◆ Data extract:
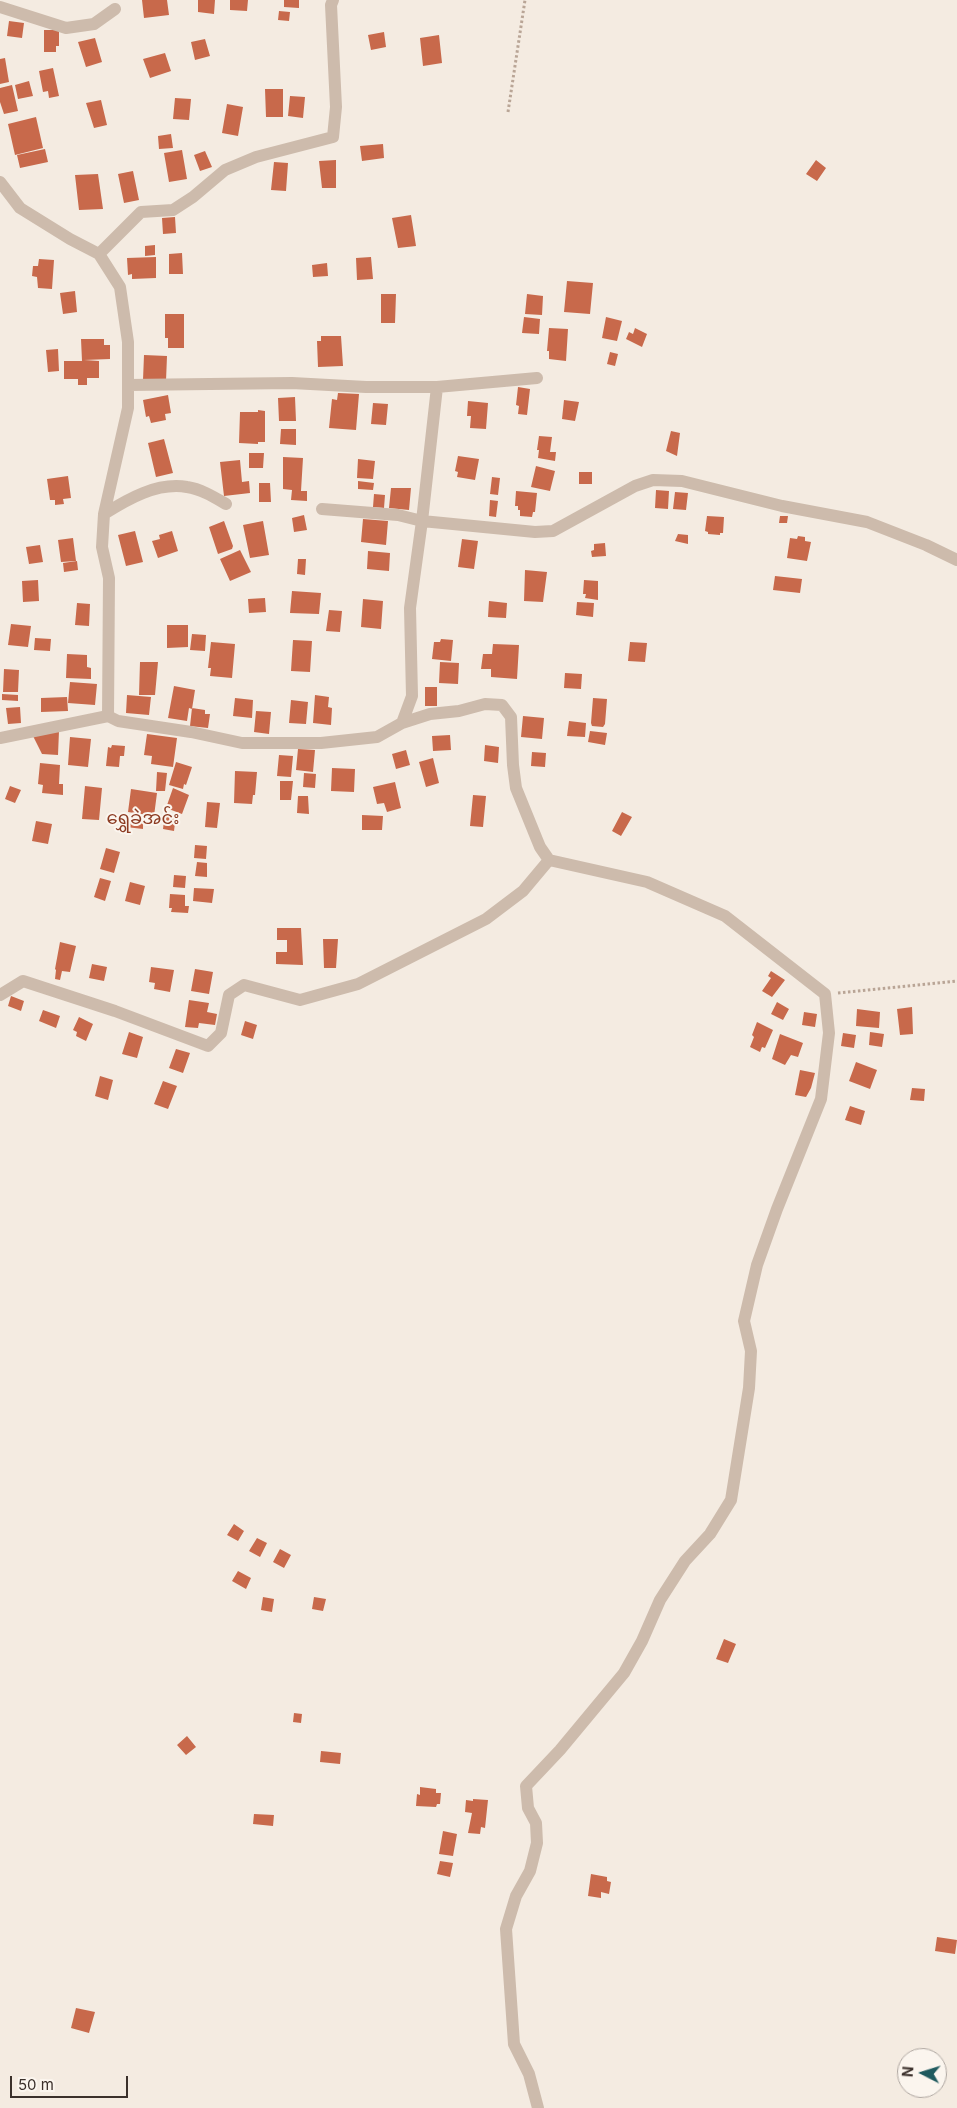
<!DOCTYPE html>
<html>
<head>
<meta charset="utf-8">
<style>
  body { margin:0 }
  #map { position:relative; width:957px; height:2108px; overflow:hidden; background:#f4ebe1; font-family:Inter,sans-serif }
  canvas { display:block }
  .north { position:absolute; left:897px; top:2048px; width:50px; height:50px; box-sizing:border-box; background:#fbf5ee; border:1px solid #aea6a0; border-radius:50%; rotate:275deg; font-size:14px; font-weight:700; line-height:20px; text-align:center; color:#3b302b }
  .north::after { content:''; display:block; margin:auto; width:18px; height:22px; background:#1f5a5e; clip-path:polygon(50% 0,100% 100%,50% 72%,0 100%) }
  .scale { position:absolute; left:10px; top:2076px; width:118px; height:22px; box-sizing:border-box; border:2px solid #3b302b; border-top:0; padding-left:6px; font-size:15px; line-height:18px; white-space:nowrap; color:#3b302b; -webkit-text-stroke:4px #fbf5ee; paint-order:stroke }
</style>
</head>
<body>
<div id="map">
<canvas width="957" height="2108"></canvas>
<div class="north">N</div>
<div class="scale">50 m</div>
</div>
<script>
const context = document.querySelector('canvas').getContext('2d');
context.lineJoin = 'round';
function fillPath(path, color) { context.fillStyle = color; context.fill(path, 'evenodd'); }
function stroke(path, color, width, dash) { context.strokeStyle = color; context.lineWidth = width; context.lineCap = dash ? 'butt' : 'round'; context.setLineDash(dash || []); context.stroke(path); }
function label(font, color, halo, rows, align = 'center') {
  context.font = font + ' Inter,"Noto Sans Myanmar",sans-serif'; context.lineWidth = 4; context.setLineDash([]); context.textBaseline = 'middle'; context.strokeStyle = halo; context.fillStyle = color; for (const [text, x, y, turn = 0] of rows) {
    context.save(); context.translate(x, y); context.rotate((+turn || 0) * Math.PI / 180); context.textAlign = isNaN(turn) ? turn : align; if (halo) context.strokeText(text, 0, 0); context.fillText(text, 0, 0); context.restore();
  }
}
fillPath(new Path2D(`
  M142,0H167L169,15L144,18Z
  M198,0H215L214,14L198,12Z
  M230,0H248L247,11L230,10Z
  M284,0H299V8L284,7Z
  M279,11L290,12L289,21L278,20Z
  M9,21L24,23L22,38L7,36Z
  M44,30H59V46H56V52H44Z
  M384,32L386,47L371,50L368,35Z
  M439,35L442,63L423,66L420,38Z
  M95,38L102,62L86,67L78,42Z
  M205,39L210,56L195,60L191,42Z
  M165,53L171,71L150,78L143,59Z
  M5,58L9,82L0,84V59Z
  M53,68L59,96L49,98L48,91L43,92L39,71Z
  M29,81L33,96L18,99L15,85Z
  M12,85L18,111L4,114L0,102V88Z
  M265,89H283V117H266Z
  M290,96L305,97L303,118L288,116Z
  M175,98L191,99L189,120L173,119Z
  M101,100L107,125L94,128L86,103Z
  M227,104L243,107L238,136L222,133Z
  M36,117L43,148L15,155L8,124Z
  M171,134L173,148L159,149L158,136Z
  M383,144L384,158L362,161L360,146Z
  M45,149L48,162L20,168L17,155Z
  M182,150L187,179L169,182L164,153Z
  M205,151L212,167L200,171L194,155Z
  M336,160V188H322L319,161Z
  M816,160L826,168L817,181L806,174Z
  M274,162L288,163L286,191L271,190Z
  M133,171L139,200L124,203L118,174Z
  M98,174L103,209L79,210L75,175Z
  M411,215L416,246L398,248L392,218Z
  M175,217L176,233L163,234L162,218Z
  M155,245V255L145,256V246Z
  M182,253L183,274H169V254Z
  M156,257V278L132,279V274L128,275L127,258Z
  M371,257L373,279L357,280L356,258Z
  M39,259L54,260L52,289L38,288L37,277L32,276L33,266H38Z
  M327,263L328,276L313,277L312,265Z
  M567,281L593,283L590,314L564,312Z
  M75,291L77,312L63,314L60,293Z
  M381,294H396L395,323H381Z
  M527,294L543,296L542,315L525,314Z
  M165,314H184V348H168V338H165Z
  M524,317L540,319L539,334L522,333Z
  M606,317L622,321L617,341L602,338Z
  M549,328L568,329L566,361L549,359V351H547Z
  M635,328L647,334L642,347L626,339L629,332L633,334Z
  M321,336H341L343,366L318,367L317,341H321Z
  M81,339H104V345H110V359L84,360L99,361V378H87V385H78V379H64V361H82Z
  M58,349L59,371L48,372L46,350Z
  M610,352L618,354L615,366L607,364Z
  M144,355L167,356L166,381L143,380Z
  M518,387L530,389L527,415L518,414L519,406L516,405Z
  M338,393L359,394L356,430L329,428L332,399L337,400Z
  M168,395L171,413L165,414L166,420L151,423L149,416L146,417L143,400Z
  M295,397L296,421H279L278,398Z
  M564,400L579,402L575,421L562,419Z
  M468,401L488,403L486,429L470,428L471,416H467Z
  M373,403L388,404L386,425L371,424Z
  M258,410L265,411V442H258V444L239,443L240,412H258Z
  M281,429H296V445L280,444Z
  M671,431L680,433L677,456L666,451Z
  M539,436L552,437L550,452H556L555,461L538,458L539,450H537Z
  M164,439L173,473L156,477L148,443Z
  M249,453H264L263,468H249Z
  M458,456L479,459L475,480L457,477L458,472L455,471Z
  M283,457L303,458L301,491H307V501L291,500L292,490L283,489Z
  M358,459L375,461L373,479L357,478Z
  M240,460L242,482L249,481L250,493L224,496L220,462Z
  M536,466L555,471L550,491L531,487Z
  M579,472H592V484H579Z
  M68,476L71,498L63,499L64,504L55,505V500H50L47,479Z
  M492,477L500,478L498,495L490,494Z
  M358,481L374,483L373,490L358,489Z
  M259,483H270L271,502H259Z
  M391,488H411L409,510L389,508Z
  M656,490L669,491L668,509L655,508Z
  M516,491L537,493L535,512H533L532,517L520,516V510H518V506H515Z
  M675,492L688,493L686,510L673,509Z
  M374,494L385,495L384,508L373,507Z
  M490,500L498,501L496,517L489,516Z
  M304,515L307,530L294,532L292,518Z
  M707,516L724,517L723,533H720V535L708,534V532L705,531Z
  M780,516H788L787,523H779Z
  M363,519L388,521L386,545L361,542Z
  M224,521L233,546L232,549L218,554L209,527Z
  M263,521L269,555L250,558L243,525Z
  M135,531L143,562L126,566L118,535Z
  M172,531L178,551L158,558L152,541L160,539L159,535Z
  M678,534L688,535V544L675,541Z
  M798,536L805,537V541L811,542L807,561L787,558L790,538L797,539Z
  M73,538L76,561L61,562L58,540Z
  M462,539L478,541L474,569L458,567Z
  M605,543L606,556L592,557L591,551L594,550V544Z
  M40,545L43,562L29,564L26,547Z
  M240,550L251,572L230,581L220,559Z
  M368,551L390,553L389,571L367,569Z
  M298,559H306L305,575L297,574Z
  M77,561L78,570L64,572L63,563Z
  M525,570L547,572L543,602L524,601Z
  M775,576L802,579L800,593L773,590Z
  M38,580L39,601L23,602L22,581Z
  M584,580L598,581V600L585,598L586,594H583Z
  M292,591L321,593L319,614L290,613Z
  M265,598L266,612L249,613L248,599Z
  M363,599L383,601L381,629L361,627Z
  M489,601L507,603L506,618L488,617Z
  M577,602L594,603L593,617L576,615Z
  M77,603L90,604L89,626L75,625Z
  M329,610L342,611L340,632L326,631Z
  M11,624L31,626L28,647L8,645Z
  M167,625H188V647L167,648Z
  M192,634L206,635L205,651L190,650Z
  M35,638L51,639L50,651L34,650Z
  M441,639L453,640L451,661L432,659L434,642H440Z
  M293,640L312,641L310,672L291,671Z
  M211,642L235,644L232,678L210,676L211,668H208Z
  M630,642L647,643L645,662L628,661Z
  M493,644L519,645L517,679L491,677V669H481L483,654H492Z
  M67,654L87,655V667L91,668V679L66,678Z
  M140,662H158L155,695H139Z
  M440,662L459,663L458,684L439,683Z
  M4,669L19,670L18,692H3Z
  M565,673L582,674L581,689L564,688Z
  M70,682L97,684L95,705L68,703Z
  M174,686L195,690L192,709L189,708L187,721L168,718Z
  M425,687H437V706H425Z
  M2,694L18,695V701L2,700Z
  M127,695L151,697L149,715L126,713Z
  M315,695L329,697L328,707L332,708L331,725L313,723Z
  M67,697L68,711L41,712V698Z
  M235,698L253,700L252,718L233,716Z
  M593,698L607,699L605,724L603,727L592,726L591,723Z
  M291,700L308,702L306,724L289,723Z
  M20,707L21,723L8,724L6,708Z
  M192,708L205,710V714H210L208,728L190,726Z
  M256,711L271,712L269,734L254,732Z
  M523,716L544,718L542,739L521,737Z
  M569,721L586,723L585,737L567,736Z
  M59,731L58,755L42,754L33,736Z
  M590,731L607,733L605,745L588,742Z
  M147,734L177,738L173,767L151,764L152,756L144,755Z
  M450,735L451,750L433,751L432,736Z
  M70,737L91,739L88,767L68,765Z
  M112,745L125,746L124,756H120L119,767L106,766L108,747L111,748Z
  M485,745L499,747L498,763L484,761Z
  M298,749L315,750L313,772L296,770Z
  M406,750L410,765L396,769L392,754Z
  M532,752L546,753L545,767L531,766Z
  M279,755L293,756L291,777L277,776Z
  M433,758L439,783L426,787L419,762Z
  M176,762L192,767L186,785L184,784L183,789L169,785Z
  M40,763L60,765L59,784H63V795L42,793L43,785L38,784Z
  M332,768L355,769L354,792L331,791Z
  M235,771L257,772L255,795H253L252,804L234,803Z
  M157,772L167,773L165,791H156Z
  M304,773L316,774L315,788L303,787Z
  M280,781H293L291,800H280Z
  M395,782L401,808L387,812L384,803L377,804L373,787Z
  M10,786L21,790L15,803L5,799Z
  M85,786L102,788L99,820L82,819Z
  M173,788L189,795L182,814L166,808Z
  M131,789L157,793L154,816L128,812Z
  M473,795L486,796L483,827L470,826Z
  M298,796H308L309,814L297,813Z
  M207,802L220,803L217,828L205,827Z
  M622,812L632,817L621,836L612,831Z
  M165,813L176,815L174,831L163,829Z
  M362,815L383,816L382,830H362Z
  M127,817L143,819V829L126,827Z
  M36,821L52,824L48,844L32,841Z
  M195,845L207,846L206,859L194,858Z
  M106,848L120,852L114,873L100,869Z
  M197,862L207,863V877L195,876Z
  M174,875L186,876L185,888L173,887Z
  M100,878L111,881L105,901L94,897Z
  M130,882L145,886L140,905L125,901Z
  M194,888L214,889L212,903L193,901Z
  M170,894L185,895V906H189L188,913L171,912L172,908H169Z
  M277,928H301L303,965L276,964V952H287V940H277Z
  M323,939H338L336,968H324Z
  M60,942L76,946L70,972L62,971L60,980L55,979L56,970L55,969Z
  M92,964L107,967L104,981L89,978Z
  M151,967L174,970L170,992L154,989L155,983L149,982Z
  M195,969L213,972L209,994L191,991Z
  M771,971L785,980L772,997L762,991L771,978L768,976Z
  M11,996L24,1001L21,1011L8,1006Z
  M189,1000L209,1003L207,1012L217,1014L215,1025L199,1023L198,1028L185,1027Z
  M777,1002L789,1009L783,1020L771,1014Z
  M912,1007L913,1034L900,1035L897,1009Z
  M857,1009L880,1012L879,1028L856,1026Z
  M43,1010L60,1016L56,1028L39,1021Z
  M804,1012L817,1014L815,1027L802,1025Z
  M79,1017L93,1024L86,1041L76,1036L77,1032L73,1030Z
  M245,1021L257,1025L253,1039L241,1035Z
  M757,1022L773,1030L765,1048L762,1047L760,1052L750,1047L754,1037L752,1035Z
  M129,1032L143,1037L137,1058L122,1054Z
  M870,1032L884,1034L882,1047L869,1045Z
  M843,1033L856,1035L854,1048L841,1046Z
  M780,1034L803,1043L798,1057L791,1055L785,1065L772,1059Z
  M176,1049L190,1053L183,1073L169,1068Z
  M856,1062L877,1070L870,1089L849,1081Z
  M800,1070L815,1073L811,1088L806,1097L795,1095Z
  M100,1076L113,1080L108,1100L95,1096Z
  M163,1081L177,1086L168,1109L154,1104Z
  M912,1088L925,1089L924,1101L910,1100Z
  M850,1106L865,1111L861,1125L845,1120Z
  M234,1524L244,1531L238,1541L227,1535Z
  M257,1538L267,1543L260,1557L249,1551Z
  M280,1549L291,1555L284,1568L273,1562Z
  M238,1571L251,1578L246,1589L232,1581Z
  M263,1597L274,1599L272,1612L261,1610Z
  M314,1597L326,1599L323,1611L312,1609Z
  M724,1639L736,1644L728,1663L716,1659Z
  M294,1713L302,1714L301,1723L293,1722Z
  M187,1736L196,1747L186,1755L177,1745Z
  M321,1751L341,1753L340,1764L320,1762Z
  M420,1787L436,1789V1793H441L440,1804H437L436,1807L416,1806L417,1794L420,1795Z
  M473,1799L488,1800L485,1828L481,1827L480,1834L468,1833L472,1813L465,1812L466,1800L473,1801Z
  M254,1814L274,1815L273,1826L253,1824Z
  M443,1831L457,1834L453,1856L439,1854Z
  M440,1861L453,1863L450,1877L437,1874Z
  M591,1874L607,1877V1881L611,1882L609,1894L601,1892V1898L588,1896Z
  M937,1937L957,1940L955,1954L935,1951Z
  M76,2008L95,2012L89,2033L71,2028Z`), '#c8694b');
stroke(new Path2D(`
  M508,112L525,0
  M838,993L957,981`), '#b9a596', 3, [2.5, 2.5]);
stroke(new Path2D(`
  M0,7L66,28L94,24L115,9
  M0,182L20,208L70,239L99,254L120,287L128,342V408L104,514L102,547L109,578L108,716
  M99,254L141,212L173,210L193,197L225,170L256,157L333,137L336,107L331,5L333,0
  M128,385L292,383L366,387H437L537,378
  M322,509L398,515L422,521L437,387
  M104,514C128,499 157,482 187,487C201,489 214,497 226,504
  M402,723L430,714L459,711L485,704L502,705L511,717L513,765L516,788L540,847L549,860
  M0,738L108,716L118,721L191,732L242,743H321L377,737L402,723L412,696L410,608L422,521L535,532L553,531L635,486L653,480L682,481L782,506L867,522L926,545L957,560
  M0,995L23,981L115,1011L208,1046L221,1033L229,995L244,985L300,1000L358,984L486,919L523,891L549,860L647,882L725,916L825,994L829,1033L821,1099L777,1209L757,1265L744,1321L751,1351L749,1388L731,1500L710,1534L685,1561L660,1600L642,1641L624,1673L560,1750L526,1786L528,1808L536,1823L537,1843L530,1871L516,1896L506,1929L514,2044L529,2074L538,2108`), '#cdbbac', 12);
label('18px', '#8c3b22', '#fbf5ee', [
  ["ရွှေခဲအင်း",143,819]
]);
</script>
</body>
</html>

◆ Goal of the exercise: Every line above in which the word "strokeStyle" occurs is to be copied.

◆ Exercise answer:
function stroke(path, color, width, dash) { context.strokeStyle = color; context.lineWidth = width; context.lineCap = dash ? 'butt' : 'round'; context.setLineDash(dash || []); context.stroke(path); }
  context.font = font + ' Inter,"Noto Sans Myanmar",sans-serif'; context.lineWidth = 4; context.setLineDash([]); context.textBaseline = 'middle'; context.strokeStyle = halo; context.fillStyle = color; for (const [text, x, y, turn = 0] of rows) {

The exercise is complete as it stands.